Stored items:
>>

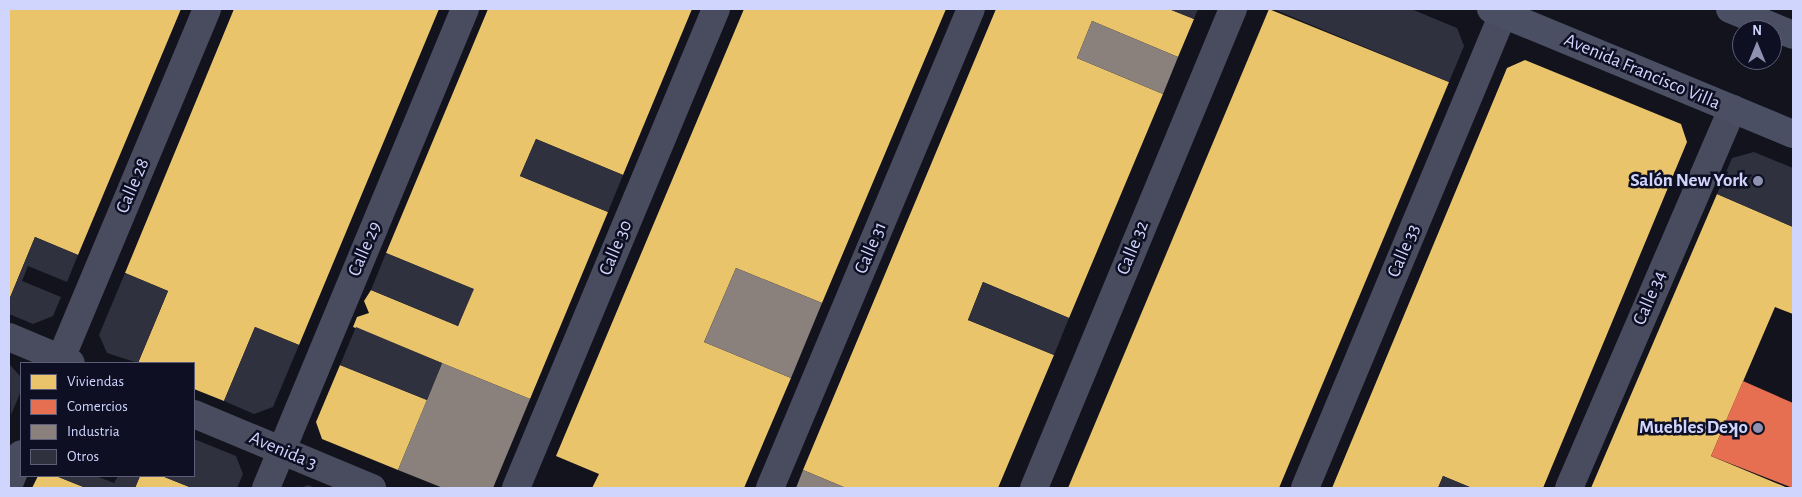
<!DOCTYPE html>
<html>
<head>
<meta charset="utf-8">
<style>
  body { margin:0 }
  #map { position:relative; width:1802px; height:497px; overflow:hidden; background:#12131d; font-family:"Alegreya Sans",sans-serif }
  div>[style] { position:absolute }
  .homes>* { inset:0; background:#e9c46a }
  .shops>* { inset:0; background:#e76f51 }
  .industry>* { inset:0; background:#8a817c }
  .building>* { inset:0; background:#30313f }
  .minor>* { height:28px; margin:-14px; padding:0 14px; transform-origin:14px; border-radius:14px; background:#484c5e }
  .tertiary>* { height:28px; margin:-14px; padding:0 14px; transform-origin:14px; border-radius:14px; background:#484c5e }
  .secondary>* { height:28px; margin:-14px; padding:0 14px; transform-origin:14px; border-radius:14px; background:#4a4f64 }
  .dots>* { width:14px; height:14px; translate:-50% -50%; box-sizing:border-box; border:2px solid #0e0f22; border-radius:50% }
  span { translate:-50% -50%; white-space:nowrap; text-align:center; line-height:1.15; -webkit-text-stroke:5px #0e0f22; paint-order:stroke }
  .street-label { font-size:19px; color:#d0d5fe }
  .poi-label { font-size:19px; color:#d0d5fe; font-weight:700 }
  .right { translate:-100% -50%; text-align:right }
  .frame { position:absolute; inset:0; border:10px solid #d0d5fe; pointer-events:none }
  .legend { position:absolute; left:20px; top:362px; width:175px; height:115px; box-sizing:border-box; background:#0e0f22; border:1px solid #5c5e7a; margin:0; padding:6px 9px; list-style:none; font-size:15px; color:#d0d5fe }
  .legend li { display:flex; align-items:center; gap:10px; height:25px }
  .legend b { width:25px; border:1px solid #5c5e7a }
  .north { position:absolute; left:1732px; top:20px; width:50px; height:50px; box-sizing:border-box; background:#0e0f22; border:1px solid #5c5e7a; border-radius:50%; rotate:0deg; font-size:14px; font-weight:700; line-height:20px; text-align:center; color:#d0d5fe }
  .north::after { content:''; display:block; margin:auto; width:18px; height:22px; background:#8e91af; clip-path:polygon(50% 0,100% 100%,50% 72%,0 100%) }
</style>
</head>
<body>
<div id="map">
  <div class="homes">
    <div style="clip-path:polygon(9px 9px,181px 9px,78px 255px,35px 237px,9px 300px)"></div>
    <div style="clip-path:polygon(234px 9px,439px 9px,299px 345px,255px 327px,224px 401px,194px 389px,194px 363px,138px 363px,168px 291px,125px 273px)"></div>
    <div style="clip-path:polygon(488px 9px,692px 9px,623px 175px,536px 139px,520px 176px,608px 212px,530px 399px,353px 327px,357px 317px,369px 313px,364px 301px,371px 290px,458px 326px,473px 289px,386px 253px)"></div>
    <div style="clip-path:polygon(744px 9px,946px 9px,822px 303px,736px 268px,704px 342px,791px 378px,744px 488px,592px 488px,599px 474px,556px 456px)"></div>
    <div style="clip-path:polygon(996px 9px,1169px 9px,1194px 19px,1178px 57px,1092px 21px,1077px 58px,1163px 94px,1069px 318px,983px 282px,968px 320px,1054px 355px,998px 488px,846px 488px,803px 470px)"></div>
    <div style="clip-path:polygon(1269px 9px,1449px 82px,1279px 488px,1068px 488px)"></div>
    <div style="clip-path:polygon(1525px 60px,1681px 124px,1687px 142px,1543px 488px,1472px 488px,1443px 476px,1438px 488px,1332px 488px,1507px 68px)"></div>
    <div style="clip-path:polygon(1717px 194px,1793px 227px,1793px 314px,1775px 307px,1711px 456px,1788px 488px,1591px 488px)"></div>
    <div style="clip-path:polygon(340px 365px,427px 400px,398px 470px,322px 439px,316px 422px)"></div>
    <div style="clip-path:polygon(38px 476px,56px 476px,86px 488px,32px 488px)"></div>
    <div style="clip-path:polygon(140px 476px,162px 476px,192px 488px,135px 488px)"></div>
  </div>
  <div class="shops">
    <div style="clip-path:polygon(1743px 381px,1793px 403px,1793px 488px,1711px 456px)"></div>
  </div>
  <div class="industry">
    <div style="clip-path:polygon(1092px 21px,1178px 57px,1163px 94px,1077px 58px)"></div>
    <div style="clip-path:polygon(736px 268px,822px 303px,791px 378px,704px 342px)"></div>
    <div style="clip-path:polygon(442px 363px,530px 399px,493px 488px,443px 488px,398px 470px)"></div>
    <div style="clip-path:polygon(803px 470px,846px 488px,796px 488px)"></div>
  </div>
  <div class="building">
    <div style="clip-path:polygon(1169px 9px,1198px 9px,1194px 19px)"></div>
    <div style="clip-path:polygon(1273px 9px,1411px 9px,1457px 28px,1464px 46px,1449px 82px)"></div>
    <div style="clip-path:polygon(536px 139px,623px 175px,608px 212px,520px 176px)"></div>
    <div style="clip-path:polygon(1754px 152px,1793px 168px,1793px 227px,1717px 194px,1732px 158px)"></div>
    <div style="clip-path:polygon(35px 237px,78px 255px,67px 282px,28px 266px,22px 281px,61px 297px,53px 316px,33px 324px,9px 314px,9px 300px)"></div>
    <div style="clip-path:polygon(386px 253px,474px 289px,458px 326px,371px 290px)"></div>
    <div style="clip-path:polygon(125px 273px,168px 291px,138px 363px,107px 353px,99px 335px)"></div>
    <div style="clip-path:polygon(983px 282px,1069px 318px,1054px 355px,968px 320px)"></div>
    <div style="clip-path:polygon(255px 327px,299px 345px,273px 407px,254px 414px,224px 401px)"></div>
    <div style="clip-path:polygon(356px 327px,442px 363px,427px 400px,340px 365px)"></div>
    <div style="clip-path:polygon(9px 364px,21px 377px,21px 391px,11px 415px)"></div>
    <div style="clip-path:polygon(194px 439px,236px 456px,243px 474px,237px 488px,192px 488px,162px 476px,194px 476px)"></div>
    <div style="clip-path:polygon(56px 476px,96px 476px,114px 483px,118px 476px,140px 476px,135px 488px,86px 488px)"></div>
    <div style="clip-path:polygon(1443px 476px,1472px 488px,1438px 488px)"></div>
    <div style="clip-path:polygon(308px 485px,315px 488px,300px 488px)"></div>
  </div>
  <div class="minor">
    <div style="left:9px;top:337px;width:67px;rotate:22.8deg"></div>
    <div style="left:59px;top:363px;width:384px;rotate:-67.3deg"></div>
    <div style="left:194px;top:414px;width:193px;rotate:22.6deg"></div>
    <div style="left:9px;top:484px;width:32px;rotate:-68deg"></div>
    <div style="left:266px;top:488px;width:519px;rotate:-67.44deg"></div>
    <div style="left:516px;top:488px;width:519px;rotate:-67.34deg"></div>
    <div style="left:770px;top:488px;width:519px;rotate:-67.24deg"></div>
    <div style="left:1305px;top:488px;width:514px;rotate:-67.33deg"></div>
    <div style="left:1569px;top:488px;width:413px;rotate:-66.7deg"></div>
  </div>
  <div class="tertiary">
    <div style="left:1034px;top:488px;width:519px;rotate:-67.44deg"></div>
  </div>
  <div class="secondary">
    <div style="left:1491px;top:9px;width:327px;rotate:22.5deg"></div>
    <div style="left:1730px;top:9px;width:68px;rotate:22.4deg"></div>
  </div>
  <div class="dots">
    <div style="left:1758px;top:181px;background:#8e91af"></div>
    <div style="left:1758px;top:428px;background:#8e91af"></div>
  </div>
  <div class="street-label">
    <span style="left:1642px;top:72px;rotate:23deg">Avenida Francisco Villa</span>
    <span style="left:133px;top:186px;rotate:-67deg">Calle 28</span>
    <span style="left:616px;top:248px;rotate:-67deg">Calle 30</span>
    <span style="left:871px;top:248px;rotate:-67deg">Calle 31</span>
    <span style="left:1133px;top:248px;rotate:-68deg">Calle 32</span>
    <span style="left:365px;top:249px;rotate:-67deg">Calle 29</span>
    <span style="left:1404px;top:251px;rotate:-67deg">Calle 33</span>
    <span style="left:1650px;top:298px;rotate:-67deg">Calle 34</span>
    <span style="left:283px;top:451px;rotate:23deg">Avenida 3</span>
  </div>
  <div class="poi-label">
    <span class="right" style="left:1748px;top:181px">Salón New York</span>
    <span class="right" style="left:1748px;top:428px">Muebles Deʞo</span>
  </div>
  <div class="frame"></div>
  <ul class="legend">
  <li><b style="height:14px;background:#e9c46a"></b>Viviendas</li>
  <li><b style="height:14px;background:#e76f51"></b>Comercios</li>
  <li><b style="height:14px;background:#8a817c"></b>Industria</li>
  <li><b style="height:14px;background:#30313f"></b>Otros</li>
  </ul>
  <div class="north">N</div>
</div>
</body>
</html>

<<
>>

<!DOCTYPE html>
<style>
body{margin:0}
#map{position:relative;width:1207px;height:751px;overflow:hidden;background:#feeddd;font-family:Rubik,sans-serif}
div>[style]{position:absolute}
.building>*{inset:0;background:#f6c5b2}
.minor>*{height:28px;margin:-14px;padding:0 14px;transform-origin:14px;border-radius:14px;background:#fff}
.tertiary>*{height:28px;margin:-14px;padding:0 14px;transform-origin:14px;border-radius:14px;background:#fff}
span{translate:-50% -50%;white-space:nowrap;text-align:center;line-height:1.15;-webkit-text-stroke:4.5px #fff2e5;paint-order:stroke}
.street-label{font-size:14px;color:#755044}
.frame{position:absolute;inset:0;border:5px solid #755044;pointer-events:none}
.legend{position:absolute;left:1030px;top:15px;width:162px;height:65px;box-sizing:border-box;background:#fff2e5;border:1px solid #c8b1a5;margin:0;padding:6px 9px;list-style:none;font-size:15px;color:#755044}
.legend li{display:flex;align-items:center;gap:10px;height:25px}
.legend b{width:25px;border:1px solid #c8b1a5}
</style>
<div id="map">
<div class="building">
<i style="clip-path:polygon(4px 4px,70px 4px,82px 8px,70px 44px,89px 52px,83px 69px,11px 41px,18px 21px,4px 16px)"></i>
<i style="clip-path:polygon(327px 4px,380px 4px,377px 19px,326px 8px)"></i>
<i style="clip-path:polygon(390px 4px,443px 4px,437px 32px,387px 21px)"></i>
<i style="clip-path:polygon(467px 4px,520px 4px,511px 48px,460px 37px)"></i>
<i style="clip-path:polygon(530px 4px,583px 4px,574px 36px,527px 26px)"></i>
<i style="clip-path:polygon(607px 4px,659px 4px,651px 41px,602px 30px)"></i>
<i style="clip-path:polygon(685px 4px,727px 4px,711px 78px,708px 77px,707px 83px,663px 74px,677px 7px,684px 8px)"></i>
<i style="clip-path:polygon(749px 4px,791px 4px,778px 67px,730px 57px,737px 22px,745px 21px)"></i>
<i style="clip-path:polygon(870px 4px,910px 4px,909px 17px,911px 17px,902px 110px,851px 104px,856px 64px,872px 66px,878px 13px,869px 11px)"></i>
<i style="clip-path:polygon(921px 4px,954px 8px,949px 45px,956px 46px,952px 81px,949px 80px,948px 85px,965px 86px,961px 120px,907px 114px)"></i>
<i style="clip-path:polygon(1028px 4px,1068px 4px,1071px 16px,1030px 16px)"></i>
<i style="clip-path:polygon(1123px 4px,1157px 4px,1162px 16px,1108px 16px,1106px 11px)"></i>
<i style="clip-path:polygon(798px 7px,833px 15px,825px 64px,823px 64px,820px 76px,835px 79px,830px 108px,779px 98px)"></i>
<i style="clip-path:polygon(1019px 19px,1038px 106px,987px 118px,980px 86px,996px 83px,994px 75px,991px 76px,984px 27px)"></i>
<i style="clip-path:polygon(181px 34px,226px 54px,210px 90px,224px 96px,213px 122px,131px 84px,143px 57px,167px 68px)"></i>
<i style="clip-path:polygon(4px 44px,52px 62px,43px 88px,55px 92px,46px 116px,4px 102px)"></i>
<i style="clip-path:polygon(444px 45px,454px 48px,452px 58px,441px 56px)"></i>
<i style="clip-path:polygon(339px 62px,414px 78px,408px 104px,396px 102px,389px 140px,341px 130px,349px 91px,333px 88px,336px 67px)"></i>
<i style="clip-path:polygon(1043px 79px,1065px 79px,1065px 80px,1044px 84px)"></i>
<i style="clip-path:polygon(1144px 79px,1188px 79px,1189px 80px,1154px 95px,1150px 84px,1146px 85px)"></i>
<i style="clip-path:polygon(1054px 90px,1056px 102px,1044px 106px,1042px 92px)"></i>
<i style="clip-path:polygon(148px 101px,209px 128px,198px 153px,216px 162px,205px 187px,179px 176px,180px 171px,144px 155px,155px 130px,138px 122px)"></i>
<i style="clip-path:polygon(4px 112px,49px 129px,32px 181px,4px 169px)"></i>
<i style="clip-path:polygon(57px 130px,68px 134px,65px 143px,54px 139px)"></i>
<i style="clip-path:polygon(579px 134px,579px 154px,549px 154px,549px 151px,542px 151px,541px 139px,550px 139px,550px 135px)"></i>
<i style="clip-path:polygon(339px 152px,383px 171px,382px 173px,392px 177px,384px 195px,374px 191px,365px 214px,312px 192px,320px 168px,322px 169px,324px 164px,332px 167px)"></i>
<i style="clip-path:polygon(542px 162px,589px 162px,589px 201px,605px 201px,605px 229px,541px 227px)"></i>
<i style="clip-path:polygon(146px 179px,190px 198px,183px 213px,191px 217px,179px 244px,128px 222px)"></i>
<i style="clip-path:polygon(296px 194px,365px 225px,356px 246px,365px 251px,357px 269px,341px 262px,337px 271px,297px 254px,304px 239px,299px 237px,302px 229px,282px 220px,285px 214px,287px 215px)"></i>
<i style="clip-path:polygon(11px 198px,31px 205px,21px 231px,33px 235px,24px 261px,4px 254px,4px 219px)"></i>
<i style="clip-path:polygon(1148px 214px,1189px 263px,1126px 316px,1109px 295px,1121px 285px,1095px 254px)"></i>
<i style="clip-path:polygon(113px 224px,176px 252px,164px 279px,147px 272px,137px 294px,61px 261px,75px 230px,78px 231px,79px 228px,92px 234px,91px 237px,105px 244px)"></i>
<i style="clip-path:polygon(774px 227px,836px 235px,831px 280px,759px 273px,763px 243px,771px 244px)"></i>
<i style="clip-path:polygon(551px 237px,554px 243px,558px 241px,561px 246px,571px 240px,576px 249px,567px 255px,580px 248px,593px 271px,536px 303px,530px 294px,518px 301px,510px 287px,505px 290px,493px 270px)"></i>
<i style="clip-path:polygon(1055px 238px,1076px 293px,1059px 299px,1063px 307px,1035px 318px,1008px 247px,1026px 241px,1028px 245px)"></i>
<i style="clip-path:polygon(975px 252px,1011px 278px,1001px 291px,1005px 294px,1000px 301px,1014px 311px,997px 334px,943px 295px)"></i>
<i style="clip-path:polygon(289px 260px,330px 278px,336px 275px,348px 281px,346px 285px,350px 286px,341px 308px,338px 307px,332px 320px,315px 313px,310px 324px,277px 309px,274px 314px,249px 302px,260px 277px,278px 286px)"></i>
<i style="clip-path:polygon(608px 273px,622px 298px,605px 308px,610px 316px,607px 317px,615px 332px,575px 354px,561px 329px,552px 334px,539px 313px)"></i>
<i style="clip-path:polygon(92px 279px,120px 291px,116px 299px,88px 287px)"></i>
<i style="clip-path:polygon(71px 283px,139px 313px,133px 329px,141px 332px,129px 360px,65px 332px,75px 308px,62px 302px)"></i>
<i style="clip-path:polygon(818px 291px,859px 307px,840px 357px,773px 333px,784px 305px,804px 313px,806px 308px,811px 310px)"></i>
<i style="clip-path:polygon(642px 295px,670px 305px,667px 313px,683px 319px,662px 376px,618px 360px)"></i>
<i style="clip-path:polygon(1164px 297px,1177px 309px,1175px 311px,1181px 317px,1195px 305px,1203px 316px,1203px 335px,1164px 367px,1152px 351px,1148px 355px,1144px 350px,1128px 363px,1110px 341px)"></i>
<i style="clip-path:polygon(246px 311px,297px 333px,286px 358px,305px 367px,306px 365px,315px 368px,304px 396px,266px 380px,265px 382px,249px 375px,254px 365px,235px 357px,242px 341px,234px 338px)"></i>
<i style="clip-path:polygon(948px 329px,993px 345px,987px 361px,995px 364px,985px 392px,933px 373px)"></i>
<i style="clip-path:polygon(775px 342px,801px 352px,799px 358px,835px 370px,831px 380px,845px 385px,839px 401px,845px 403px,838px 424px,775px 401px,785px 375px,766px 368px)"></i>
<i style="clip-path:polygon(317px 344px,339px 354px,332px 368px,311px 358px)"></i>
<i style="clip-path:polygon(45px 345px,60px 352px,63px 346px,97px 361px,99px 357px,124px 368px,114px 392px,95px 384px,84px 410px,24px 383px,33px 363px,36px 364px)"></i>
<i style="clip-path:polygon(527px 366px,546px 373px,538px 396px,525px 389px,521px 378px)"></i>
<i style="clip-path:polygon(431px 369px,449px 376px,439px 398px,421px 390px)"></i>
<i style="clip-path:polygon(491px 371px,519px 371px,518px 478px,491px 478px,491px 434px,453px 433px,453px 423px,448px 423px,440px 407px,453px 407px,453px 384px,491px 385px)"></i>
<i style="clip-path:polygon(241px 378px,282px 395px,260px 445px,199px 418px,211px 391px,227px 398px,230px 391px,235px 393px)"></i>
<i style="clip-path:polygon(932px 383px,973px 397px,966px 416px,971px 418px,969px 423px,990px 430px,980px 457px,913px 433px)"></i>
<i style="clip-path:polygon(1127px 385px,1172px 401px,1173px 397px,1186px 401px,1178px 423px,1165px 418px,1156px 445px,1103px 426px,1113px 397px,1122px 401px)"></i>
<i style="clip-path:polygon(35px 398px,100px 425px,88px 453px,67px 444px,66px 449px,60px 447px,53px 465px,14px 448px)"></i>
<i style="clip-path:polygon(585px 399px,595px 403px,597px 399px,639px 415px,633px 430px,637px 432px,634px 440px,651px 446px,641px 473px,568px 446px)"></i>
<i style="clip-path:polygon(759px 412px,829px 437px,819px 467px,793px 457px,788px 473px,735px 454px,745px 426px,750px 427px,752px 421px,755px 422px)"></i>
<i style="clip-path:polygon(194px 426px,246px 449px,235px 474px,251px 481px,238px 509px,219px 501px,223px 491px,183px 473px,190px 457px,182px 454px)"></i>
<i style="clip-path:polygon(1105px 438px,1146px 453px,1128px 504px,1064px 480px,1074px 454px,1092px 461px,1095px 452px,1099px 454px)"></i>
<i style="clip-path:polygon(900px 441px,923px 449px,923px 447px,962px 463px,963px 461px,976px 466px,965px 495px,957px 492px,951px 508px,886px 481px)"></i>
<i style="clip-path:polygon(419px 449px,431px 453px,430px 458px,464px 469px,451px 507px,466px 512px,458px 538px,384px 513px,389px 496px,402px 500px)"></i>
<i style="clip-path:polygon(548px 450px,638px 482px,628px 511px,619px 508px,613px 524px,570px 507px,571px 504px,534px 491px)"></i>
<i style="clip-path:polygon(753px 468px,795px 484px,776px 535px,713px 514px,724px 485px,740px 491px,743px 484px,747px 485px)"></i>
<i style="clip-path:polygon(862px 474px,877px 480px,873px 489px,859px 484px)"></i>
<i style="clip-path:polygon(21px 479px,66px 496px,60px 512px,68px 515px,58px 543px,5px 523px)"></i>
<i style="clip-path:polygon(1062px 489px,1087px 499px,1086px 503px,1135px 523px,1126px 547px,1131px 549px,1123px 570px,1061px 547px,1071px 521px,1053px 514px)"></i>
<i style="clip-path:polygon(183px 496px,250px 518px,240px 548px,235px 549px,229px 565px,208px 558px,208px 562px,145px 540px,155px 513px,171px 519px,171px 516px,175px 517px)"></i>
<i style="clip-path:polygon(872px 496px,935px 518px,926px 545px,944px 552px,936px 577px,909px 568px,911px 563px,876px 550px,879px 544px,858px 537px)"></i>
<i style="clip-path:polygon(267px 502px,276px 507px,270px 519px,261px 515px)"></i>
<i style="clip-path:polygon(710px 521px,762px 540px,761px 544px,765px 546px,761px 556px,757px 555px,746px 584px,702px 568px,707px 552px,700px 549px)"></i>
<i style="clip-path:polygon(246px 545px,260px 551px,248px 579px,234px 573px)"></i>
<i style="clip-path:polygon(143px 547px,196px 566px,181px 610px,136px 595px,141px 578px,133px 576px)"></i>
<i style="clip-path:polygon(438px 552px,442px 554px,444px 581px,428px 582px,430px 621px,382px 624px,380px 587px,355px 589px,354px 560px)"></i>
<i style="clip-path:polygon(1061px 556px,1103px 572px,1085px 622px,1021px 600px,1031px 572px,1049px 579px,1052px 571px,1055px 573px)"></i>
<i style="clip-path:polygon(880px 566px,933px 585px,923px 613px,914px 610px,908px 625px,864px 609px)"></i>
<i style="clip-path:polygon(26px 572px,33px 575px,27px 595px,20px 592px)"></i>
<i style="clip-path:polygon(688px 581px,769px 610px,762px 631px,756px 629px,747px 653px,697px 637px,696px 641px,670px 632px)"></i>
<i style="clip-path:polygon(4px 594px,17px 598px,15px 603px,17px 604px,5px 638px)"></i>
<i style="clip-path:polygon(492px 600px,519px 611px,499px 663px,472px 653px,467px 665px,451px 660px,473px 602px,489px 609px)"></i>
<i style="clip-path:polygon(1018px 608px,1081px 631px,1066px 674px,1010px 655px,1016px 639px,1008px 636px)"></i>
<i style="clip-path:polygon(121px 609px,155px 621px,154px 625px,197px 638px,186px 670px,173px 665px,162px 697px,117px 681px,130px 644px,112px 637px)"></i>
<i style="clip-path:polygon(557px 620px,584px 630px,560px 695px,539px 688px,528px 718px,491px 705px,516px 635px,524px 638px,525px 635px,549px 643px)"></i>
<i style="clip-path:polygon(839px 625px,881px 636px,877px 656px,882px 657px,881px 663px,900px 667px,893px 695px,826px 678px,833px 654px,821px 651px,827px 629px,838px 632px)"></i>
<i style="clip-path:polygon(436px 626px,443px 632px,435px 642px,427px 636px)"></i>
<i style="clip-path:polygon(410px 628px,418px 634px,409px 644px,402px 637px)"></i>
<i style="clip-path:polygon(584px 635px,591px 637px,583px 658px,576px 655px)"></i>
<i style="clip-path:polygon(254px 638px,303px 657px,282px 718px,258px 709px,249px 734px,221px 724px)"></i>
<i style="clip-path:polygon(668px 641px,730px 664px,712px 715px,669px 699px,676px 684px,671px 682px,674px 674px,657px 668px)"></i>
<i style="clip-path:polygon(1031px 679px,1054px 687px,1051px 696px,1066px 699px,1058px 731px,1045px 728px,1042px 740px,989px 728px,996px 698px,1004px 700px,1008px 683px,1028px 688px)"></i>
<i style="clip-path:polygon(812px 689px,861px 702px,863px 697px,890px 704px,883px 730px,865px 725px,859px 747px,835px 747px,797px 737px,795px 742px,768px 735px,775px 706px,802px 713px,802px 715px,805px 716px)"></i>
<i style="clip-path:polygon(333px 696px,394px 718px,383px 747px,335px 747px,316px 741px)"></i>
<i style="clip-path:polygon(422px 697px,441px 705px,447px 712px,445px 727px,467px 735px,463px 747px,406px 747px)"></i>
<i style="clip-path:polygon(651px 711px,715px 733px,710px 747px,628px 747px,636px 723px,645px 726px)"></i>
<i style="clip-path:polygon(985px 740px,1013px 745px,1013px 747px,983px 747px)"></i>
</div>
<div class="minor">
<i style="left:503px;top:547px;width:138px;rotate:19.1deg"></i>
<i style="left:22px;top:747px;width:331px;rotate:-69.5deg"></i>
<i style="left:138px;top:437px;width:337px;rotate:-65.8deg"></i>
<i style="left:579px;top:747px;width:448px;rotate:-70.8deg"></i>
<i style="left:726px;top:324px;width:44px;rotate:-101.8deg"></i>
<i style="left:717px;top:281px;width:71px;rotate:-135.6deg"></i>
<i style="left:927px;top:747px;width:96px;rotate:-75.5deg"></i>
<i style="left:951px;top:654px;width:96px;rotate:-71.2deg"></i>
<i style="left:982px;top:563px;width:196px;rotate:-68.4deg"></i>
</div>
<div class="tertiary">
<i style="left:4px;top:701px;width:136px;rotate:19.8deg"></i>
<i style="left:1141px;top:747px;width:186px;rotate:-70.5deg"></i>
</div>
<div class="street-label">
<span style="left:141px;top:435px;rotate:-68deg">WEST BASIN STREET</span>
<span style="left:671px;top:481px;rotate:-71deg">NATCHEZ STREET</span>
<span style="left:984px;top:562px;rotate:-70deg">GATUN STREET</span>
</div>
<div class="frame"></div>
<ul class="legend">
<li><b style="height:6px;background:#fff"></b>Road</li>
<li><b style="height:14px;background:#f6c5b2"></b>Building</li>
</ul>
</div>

<<

## [WHAT THE TASK REQUIRES]
Report how many lines of the entries hold the word "body". Nothing else is needed.

## [PROBLEM SOLUTION]
4